The older I get, the less I enjoy heavily processed foods without feeling "gross". But can part of the "gross" feeling be influenced by my personal beliefs about processed foods? Once I ate half a biscuit and found the other half covered with what seemed to be mold. I felt sick for the rest of the day. Then my sister came home and told me that the powdery white stuff was just flour. Whoops! Ok, so I'm a hypochondriac.I'm not advocating that we all start eating moldy food and believing that it's not moldy. Or anything like that. (What a relief to discover that the powdery white was only flour!) I just wonder how the condition of the soul and body influence food choices and feelings/reactions to food. Does that make any sense? I'll keep working on a better form of that question.

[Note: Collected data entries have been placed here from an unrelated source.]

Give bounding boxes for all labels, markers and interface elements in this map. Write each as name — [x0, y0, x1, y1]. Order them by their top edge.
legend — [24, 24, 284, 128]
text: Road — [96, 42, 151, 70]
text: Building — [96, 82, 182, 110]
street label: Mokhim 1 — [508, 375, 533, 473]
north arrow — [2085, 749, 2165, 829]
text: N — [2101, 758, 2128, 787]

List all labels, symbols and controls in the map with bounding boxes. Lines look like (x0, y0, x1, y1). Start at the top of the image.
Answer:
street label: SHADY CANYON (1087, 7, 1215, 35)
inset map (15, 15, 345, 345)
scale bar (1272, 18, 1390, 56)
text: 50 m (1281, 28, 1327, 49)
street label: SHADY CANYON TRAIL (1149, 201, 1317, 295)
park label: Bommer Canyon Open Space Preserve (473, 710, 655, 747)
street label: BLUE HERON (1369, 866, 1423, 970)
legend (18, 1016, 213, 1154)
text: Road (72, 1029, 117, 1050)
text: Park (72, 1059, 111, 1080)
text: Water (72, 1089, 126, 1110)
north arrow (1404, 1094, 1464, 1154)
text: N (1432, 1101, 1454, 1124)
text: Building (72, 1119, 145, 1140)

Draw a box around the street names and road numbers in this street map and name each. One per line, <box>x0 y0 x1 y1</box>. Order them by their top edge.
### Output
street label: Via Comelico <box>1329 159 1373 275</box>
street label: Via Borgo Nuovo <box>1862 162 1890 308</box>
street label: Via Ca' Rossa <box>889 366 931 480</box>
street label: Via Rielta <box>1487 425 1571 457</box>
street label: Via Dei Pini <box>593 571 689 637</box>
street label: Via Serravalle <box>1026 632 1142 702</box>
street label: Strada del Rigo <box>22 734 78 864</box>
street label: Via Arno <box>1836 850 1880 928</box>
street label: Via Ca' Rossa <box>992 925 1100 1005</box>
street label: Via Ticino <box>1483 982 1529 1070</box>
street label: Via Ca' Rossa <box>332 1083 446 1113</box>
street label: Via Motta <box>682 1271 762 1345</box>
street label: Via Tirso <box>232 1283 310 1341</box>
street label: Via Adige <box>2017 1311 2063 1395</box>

Sometimes I eat apples just because I'm ashamed. And sometimes I feel guilty when I eat nachos from Target. But I don't really know why I feel guilt or shame. (Ahhhh, Roy, this is making me think of Brothers K. Cuban Cigars, anyone?) Some of the best eating moments happen when I munch on an apple just because I love the taste of apple. And really, I never want nacho cheese for more than one or two days. Oh but sometimes it's so tasty. Why why why?

Oh well. Too many unfinished thoughts and half-formed questions. I should go read some Betsy-Tacy. Thought Project, I'll be back. (With more rambles. And more unfinished thoughts. And maybe some Target Nachos.)


No sugar or white flour for a few weeks can't hurt me. I'm hoping to see if it will help with the general achies and lethargy I've felt for the past few months.

And above all else, I want to have fun and be creative in trying new recipes and ingredients. So many vegetables and grains I've never tried! Bulgar? Nope! Celeriac or beets? Nope Nope! Eggs without gobs of ketchup? Nope. ...I'll have trouble with that one. 


How exciting! The day E. finally learns to eat an egg without loads of ketchup to mask the eggy taste. 

It can be done.

Well, it has to be done. At least for the next two weeks. I still have half a week to finish off some of our sugar/flour ingredients. Hoot!